* Directions for this task:
If a line in the data below contains "sheet", copy it.

* The data:
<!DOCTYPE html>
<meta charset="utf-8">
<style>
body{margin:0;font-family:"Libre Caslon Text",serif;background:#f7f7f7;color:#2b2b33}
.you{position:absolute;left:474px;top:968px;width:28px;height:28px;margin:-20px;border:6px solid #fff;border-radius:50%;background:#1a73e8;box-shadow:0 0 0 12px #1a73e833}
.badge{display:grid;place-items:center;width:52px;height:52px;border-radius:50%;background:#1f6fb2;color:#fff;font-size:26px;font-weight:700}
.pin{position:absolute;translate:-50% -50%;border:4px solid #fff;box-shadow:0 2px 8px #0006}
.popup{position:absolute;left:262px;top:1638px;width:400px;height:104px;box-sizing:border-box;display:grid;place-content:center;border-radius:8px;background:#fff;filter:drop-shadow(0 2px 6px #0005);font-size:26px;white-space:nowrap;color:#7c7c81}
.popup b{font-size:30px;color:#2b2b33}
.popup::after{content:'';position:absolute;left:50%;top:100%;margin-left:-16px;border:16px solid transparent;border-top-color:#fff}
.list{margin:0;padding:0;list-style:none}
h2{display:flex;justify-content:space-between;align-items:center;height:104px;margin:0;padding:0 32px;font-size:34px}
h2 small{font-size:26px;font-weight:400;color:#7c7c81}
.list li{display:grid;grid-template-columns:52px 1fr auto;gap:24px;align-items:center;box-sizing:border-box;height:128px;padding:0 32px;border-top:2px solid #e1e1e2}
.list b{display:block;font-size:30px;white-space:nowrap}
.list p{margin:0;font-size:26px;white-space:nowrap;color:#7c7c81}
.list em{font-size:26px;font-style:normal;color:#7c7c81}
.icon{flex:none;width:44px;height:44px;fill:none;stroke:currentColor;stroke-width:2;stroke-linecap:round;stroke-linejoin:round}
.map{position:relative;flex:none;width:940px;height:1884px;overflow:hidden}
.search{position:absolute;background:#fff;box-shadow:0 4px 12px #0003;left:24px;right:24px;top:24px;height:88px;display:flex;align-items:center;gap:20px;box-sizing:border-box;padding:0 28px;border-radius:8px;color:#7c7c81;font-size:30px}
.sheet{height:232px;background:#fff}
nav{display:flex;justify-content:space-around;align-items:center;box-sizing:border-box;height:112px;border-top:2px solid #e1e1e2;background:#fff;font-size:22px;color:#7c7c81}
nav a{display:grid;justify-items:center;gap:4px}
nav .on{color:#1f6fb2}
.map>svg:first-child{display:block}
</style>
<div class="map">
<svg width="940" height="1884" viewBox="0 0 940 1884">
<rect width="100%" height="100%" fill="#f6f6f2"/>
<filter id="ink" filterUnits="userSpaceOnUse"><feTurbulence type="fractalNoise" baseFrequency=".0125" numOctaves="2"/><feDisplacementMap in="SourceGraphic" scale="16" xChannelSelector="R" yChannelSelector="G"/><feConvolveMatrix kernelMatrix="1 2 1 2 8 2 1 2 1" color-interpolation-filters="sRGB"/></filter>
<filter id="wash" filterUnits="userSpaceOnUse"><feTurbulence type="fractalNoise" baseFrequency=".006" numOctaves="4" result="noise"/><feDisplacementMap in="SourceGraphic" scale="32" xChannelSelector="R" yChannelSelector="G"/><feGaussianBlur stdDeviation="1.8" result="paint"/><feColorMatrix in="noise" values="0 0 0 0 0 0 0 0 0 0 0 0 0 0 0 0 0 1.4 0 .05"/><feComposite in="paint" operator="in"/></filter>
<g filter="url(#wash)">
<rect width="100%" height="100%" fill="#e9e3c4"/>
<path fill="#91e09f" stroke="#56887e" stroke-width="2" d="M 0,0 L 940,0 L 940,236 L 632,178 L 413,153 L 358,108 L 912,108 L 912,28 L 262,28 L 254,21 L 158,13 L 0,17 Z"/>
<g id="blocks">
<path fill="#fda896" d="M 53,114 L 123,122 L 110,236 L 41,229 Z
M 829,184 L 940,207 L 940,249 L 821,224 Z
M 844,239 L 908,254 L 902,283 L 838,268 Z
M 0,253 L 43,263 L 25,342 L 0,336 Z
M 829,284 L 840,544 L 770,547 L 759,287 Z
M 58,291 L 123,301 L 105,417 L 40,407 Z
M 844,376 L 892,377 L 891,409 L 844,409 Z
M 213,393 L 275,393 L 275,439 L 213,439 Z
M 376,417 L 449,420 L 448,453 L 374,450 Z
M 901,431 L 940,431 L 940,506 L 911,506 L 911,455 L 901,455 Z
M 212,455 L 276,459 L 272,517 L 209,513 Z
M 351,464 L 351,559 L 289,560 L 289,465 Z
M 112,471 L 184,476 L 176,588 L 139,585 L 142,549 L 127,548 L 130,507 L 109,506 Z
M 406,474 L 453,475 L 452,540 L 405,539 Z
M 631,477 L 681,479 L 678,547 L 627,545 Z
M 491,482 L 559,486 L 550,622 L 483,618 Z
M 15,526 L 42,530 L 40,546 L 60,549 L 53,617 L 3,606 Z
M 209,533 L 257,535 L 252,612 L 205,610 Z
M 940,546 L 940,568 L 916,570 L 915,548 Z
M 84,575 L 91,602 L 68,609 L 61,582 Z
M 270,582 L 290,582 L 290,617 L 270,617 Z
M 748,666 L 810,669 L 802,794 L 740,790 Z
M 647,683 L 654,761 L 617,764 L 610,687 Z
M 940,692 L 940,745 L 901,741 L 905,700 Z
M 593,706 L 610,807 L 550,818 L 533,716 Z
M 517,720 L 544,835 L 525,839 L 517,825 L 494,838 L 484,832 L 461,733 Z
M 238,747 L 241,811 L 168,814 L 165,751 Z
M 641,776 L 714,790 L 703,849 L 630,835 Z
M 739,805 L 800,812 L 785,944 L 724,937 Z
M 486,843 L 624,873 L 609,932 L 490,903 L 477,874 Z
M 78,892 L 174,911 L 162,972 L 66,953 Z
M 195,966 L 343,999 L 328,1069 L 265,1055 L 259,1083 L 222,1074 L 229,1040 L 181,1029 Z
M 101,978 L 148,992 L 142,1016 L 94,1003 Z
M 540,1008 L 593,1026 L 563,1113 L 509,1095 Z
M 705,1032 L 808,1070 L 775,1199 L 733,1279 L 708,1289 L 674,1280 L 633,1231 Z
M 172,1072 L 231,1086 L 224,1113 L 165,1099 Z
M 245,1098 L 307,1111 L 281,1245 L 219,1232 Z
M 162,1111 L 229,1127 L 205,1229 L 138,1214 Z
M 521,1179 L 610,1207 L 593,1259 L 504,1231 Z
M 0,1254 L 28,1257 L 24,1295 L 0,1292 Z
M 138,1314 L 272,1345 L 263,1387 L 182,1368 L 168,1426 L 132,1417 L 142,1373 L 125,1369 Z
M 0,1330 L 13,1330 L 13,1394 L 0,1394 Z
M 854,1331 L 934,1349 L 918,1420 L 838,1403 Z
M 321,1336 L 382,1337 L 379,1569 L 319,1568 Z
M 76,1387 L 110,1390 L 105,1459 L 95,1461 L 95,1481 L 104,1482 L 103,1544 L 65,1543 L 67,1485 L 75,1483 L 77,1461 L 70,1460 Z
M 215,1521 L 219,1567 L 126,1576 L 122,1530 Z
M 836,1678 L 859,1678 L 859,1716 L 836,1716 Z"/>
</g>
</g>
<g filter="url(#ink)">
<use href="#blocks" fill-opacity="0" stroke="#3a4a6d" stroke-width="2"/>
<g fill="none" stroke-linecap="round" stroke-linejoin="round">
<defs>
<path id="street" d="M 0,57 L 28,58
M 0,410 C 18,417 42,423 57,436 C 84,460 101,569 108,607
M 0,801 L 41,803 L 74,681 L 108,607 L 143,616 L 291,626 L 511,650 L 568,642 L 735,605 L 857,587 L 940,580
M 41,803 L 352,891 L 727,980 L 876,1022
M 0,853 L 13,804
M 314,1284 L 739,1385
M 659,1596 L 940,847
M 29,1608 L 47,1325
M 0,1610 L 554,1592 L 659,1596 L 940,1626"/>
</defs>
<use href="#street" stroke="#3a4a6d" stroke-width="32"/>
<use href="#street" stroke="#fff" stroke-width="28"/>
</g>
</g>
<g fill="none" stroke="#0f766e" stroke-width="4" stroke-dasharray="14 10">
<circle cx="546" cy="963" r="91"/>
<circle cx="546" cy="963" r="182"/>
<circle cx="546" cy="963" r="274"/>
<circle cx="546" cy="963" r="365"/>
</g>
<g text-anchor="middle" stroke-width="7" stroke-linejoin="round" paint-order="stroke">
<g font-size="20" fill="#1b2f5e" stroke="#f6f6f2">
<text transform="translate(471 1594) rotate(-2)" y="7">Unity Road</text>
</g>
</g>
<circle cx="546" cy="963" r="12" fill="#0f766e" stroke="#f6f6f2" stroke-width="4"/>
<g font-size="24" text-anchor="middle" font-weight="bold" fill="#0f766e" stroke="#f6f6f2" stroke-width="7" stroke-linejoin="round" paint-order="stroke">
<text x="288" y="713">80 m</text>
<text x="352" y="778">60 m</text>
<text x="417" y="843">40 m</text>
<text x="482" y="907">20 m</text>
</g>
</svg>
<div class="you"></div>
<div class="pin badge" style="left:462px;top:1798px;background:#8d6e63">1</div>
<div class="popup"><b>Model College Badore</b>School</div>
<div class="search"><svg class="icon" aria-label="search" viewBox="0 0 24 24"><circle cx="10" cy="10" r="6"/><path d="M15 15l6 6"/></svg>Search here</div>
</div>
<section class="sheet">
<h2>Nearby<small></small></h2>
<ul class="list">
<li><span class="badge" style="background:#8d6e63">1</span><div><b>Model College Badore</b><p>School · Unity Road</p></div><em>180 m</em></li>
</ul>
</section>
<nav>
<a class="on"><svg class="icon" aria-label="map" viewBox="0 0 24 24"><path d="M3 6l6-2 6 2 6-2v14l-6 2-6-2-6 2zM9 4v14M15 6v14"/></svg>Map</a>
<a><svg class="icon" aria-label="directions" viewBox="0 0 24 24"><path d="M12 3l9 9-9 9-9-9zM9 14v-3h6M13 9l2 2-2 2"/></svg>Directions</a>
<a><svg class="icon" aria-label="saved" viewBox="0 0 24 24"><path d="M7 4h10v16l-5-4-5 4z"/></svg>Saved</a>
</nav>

* The completed task:
.sheet{height:232px;background:#fff}
<section class="sheet">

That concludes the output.